- **Exercise**:
Set down the data below in full and exactly, minus the pictures.

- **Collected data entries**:
- - -

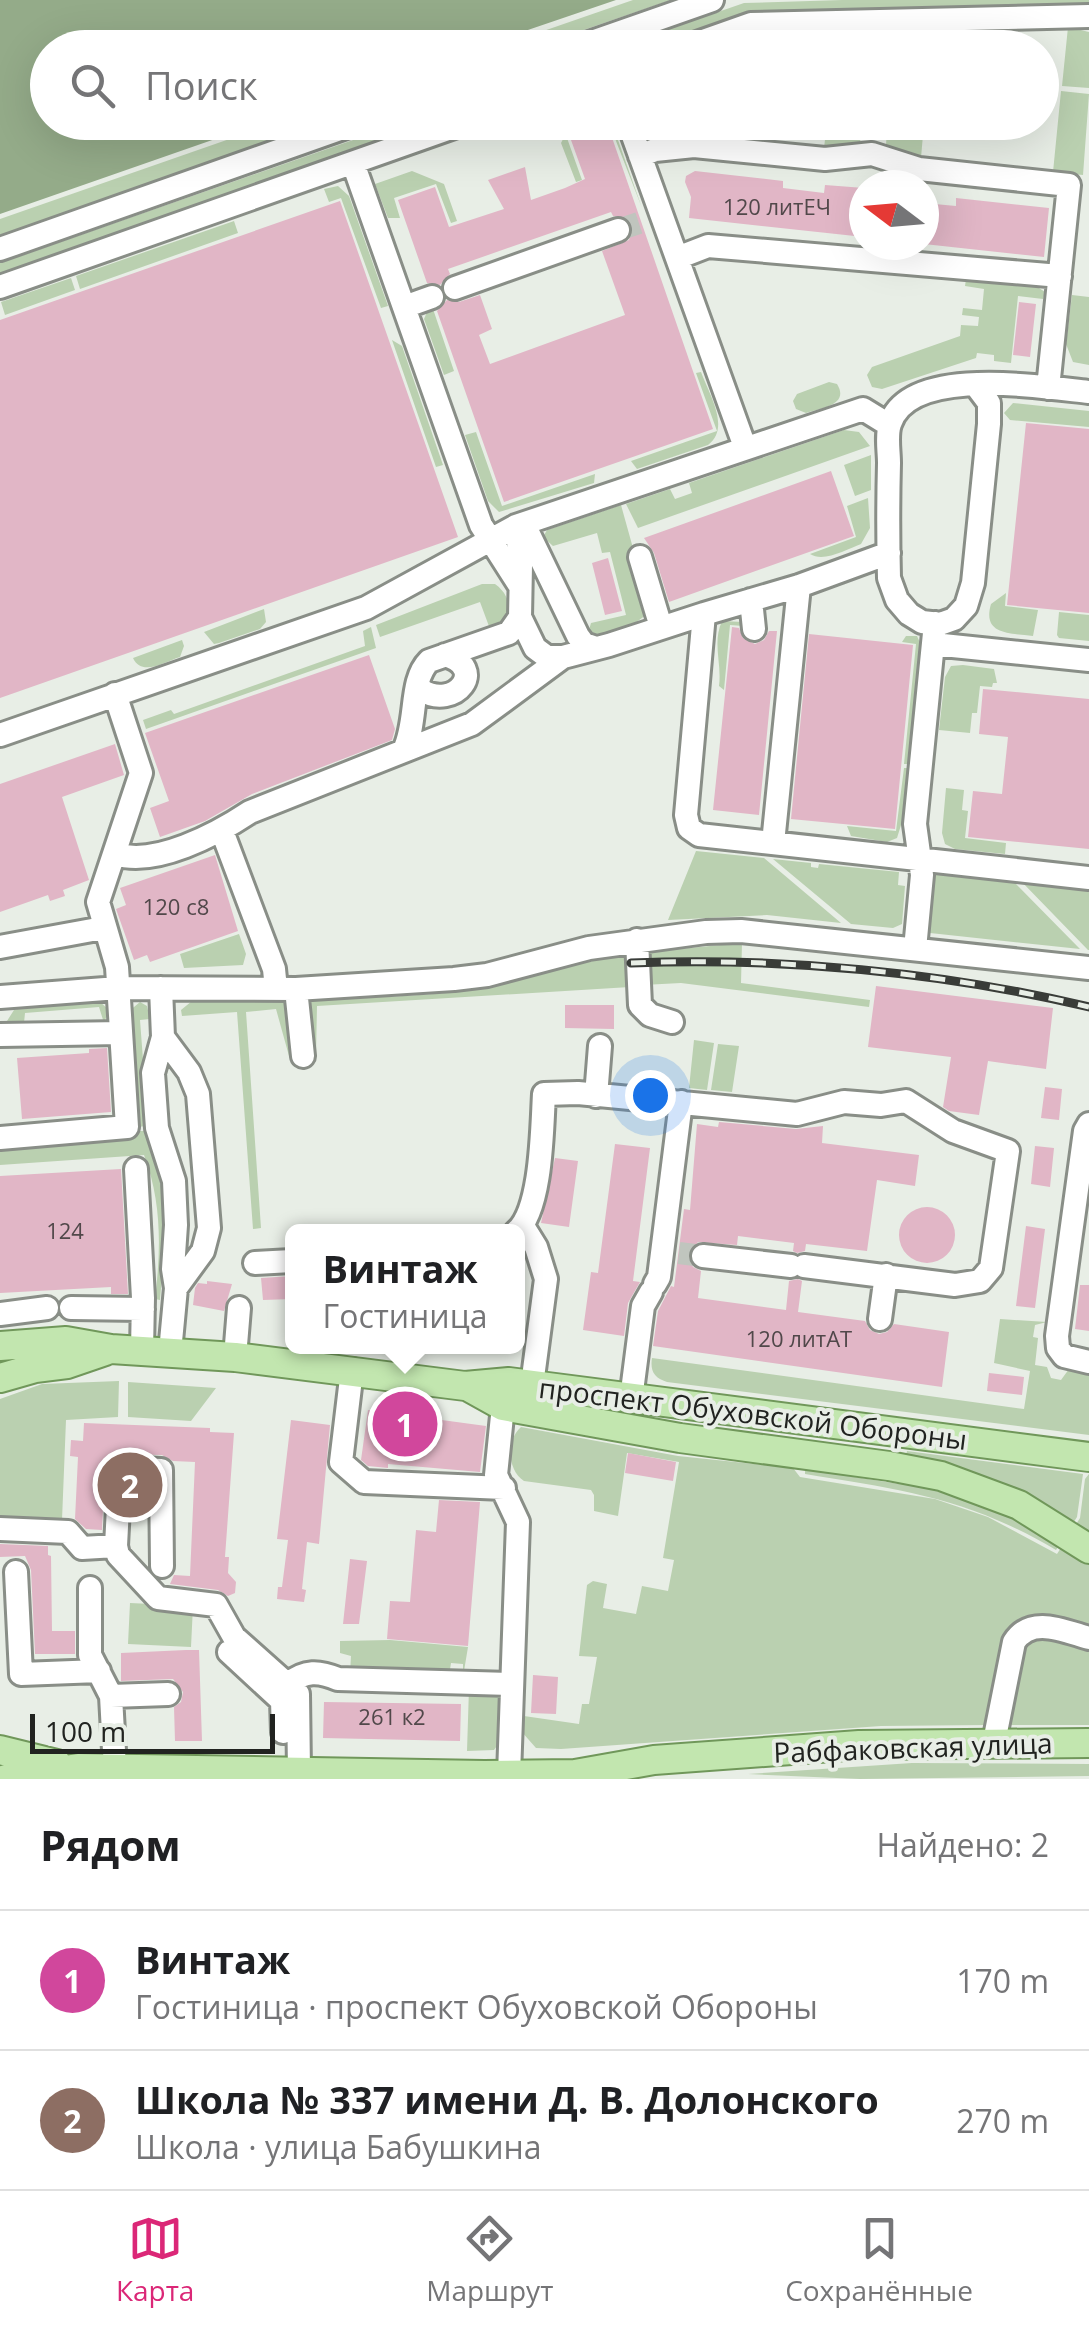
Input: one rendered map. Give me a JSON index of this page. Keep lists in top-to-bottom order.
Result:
{
  "streets": {
    "main road": ["проспект Обуховской Обороны", "Рабфаковская улица"]
  },
  "house_numbers": [
    "120 литЕЧ",
    "120 с8",
    "124",
    "120 литАТ",
    "261 к2"
  ],
  "scale_bar": "100 m",
  "north": "left",
  "page": {
    "search": "Поиск",
    "popup": ["Винтаж", "Гостиница"],
    "pins": ["1", "2"],
    "scale": "100 m",
    "heading": ["Рядом", "Найдено: 2"],
    "list": [
      {
        "mark": "1",
        "name": "Винтаж",
        "note": "Гостиница · проспект Обуховской Обороны",
        "value": "170 m"
      },
      {
        "mark": "2",
        "name": "Школа № 337 имени Д. В. Долонского",
        "note": "Школа · улица Бабушкина",
        "value": "270 m"
      }
    ],
    "nav": ["Карта", "Маршрут", "Сохранённые"]
  }
}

- - -

- **Solution**:
Input: one rendered map. Give me a JSON index of this page. Keep lists in top-to-bottom order.
Result:
{
  "streets": {
    "main road": ["проспект Обуховской Обороны", "Рабфаковская улица"]
  },
  "house_numbers": [
    "120 литЕЧ",
    "120 с8",
    "124",
    "120 литАТ",
    "261 к2"
  ],
  "scale_bar": "100 m",
  "north": "left",
  "page": {
    "search": "Поиск",
    "popup": ["Винтаж", "Гостиница"],
    "pins": ["1", "2"],
    "scale": "100 m",
    "heading": ["Рядом", "Найдено: 2"],
    "list": [
      {
        "mark": "1",
        "name": "Винтаж",
        "note": "Гостиница · проспект Обуховской Обороны",
        "value": "170 m"
      },
      {
        "mark": "2",
        "name": "Школа № 337 имени Д. В. Долонского",
        "note": "Школа · улица Бабушкина",
        "value": "270 m"
      }
    ],
    "nav": ["Карта", "Маршрут", "Сохранённые"]
  }
}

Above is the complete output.